> Records for the task:
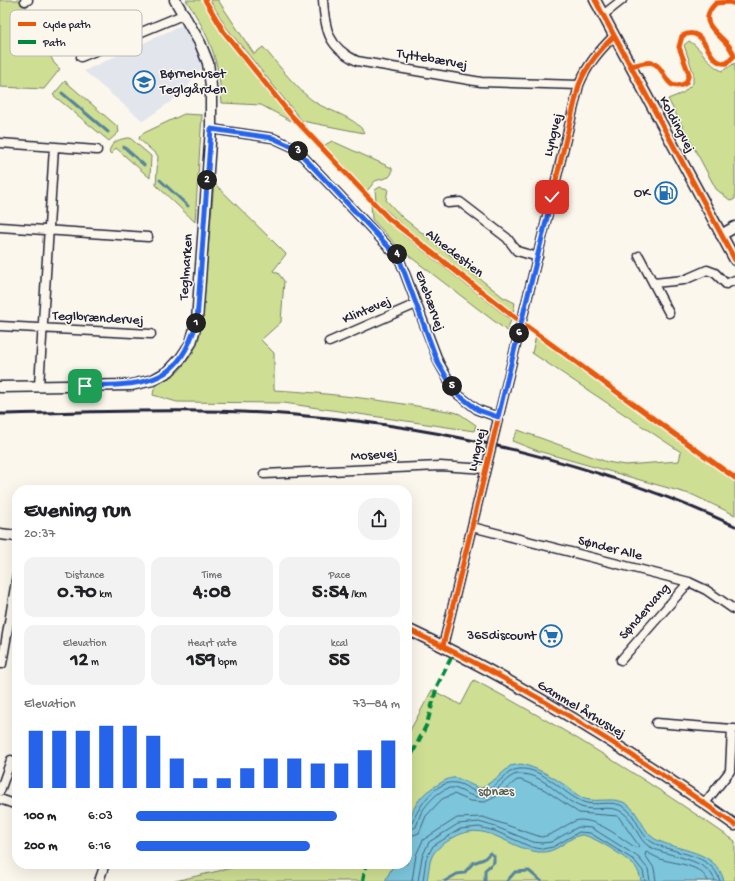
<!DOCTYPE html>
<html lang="en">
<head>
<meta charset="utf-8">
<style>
  :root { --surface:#fff; --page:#f2f2f2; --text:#202124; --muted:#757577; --accent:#2563eb }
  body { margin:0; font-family:"Gochi Hand",sans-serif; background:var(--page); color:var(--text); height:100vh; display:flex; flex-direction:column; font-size:15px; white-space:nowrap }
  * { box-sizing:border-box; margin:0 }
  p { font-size:13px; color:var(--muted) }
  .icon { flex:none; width:22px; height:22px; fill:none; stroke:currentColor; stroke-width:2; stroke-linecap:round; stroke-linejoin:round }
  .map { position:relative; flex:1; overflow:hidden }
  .drawer { position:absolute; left:12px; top:485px; width:400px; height:384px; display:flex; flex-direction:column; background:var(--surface); border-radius:16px; box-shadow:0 4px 16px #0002 }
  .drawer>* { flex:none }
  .pin { position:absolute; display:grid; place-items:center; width:34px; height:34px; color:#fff; margin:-17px; border-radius:8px; box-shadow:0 2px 6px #0006 }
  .km { position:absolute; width:20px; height:20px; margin:-10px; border-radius:50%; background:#222; color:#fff; font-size:11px; line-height:20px; text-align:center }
  .round { display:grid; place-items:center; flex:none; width:42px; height:42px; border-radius:16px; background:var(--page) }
  .summary { display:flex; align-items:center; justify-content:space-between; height:68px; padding:0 12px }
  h1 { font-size:22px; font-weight:800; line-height:30px }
  .metrics { display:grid; grid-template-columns:repeat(3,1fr); gap:6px; height:68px; padding:4px 12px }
  .metrics div { display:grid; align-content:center; border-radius:10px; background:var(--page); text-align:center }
  .metrics b { font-size:20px; font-weight:800 }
  .metrics small { font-size:11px; font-weight:400 }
  .metrics p { font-size:11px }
  .chart { height:112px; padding:8px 12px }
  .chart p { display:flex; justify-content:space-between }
  .chart svg { width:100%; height:72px; margin-top:4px; stroke:var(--accent); stroke-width:6 }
  ul { padding:0 12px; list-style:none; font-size:13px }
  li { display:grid; grid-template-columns:64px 48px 1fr; align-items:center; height:30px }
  li i { height:10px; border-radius:5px; background:var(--accent) }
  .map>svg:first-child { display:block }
  .built { fill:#e3e5ec }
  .green { fill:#cede92; stroke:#788066 }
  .water { fill:#7bc5db; stroke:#57849b }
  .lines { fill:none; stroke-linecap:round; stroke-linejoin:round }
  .shore { stroke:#46637b; stroke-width:1 }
  .stream { stroke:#57849b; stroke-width:3 }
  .minor-casing { stroke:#22223b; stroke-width:11 }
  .tertiary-casing { stroke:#22223b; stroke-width:13 }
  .minor { stroke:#fbf7ec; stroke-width:8 }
  .tertiary { stroke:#fbf7ec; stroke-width:10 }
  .rail { stroke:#22223b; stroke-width:3 }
  .quiet { stroke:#00873e; stroke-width:4; stroke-dasharray:8 4; stroke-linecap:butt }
  .cycleway-casing { stroke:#fbf7ec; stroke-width:8 }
  .cycleway { stroke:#e8590c; stroke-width:5 }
  .route-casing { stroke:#fff; stroke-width:8 }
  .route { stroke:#2563eb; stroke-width:5 }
  .labels { text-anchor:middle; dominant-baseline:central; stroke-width:3; stroke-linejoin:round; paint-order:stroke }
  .street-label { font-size:14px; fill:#22223b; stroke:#fbf7ec }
  .poi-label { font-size:14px; fill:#22223b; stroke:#fbf7ec; text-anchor:end }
  .park-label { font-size:14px; fill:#565a55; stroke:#fbf7ec }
  .key { fill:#fbf7ec; stroke:#bab7b7; stroke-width:1 }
  .key-label { font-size:11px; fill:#22223b }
</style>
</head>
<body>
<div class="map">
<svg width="735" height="881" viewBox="0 0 735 881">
  <rect width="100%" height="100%" fill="#fbf7ec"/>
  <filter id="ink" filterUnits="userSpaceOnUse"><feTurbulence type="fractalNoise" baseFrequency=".025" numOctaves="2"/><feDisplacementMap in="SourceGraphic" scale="8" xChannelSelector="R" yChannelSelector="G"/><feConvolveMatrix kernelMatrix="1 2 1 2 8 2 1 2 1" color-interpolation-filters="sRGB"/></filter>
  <g filter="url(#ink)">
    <path class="built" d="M184,24L196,47L202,67L183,93L143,121L84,71Z"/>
    <path class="green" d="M0,0H23L54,63L60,69L44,89L0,87Z
      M186,0H201L223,35L291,121L261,105L222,103C218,58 211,38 186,0Z
      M210,0H218L254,54L263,47C278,64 299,93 318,104C330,111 359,119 364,133L302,121L226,27Z
      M689,41C703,49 707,64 722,71L735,63V199L731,201L716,189L668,99L683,93L693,83V72L684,45Z
      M65,81L118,127L119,132L109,141L53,95Z
      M184,114L202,115L195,222L156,185L158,156L139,139L140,136L144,133Z
      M130,138L151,156L150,178L116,148L111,154L109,152C111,142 120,138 130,138Z
      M332,141L392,168V173L389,177L375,181L367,191L323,146Z
      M214,183L286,254L273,271L278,273L284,281L281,322L261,340L274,353V390C334,393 394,402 454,412L460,414L476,425L474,431L284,403L177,402L153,395L154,389L161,380L179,371L193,353L201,328Z
      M380,187L388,189L386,200L402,217L503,297L515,303L513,313L404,226L376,201L375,190Z
      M371,204L402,234L511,320L507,331L400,249L372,219Z
      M536,336L735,481V515L693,495L538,451L512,441L518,430L607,462L625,465L679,461L681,452L532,353Z
      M474,680C566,729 650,782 735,841V881H175L249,864H407V736L432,690L461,705Z"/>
    <path class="water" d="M521,764C537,768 550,775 563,784C569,788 577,796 585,799C599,803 614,796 627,804C639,812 644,833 655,839C679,852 716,849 724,881H641C640,874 637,867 631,863C624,856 590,834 581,835C567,837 558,854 539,852C507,849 485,817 451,839C429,853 431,856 427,881H385L394,864H407C407,832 405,801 439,784C443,781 451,777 456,778C465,780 472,787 482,788L498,777L510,766Z"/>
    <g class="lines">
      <path class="shore" d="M407,826L412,823C418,808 436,779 456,783C465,784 471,792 481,792C496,791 504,770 519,769C543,767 563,794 583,802C596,807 612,799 624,807C637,815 639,835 652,842C674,855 712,852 720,881
        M407,831L416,827C418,822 419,817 421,813C427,803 444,783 457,789C465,792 473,798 482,797C497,796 506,773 520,774C545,774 560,799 581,807C594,812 611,804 622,812C635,820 637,840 650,847C668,857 709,858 715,881
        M407,837L419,833L426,816L442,799L454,794L470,801L485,802L497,796L517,780H521L545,790L579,813L618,816L639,846L636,848C622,839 593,815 575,821C563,826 554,835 541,837L483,817L457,818L423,840L416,855L412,881
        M418,881L422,857L429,842L458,824L479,822L496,827L533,842L542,843L551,842L578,827L592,828L638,857L648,869L650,881
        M423,881L426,859L433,846L460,829L479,827L495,831L531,847L542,849L553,847L579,832L590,833L634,860L643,871L645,881
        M656,881L654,868L645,855L646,852C651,854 655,857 660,859C676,864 701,864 708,881"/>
      <path class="stream" d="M62,93L108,132
        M124,147L144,165
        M160,180L188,206
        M445,881L457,874L464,873L473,863L484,859L490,853L494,856V862L485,870V881
        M507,881L515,872L529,871L541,881"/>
      <g class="minor-casing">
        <path id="minor" d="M323,0C325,30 328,47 357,61L481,82L579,85
          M25,1L28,0
          M603,15L622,0
          M81,57L185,14
          M211,129L273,138L295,148L399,258L439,363L456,393L478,410L498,417
          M0,143L97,150
          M448,203L460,202L507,238L517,251L538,257
          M0,227L148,237
          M639,256L669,313
          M654,283L684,280L707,270L715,273L726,284L735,280
          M0,326L151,334
          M329,342L416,304
          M39,386L54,147
          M264,474L440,466L486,469
          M472,527L689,582L706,590L735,610
          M443,646L579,85C587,65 599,51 614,36
          M621,660L689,582
          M2,664L17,575
          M656,723L732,729
          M0,791L11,760
          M0,799L17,805
          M705,803L730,771L732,729H735
          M99,881L105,864"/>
      </g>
      <g class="tertiary-casing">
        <path id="tertiary" d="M595,0L735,260
          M721,235L735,227
          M0,387L131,385L153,380L169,371L181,358L191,343L197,321L211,129V86L208,63L200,43L175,0
          M0,534L17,536
          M407,629C522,683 631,751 735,825"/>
      </g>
      <use href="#minor" class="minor"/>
      <use href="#tertiary" class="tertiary"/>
      <path class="rail" d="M0,414C102,412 204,407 306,416C447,427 606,466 735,526"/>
      <path class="quiet" d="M407,764L427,724L437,686L454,652
        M363,881L366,864"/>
      <g class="cycleway-casing">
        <path id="cycleway" d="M205,0L224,32L290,114L388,218L514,317L735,478
          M595,0L735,260
          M631,66C637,65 647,61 653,63C666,67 665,95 686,83L689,74L679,47L682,36C708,23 705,66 727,63L734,56C730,36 691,27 716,3L729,2L735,4
          M407,629C522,683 631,751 735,825
          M443,646L579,85C587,65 599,51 614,36"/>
      </g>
      <use href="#cycleway" class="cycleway"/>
    </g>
  </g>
  <g class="lines" filter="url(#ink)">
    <g class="route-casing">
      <path id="route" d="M85,386C145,384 178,387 197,321L211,129L273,138L295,148L399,258L438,363L456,393L478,410L498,417L552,197"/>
    </g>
    <use href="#route" class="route"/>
  </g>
  <defs>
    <g id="school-ring" transform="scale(1.15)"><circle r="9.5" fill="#fbf7ec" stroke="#1f6fb2" stroke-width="1.5"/><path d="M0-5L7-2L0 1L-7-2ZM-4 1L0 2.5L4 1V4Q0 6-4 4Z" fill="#1f6fb2"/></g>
    <g id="fuel-ring" transform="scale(1.15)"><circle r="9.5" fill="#fbf7ec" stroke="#1f6fb2" stroke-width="1.5"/><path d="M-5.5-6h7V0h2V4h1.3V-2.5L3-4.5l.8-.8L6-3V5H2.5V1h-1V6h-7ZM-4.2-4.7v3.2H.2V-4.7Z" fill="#1f6fb2"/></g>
    <g id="supermarket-ring" transform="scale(1.15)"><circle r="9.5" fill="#fbf7ec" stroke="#1f6fb2" stroke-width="1.5"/><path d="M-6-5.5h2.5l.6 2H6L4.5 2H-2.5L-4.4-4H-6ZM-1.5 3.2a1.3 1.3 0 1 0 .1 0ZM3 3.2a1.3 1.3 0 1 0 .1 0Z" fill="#1f6fb2"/></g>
  </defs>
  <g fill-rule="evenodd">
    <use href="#school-ring" x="144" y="82"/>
    <use href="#fuel-ring" x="666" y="193"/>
    <use href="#supermarket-ring" x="551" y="636"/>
  </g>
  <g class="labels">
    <g class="street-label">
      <text transform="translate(432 60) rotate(10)">Tyttebærvej</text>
      <text transform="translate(676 125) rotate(62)">Koldingvej</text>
      <text transform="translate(554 135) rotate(-76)">Lyngvej</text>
      <text transform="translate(454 254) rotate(38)">Alhedestien</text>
      <text transform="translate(187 267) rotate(-86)">Teglmarken</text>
      <text transform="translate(429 301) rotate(70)">Enebærvej</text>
      <text transform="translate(367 311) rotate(-23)">Klintevej</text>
      <text transform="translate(98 319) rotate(3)">Teglbrændervej</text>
      <text transform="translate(478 450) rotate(-77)">Lyngvej</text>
      <text transform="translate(374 456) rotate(-3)">Mosevej</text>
      <text transform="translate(610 549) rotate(14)">Sønder Alle</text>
      <text transform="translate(645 612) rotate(-49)">Søndervang</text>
      <text transform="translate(581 710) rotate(31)">Gammel Århusvej</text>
    </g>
    <g class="poi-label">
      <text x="160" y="74" text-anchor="start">Børnehuset<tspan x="160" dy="16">Teglgården</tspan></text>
      <text x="650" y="193">OK</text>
      <text x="536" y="636">365discount</text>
    </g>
    <g class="park-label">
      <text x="496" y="792">sØnæs</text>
    </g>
  </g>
  <rect x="10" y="10" width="132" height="46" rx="6" class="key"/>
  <rect x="18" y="22" width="18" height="4" fill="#e8590c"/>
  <rect x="18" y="40" width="18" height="4" fill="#00873e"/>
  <g class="key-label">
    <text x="43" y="28">Cycle path</text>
    <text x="43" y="46">Path</text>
  </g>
</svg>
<div class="pin" style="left:85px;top:386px;background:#1e9e55"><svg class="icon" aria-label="arrive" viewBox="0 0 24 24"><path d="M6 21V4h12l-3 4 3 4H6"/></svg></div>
<div class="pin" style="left:552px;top:197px;background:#d93025"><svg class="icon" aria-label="check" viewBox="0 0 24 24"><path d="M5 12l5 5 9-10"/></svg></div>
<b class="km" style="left:196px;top:323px">1</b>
<b class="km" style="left:207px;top:180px">2</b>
<b class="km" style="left:298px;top:151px">3</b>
<b class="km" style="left:397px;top:254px">4</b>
<b class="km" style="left:452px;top:386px">5</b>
<b class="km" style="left:519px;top:333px">6</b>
<section class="drawer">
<div class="summary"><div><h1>Evening run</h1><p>20:37</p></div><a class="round"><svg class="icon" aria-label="share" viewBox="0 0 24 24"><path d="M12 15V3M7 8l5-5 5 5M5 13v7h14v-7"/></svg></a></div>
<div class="metrics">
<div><p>Distance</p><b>0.70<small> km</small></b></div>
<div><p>Time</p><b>4:08</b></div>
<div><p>Pace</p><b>5:54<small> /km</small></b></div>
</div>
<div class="metrics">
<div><p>Elevation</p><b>12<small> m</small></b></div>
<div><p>Heart rate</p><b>159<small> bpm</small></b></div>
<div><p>kcal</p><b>55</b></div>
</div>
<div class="chart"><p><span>Elevation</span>73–84 m</p>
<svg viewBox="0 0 160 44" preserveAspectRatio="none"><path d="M5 44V9M15 44V9M25 44V9M35 44V6M45 44V6M55 44V12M65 44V26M75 44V38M85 44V38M95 44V32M105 44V26M115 44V26M125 44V29M135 44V29M145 44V21M155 44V15"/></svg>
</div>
<ul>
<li><b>100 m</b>6:03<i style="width:76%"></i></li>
<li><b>200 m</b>6:16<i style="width:66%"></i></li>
</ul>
</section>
</div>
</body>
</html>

> To do: Filter the entries down to the lines that include the string "Elevation".

> Written solution:
<div><p>Elevation</p><b>12<small> m</small></b></div>
<div class="chart"><p><span>Elevation</span>73–84 m</p>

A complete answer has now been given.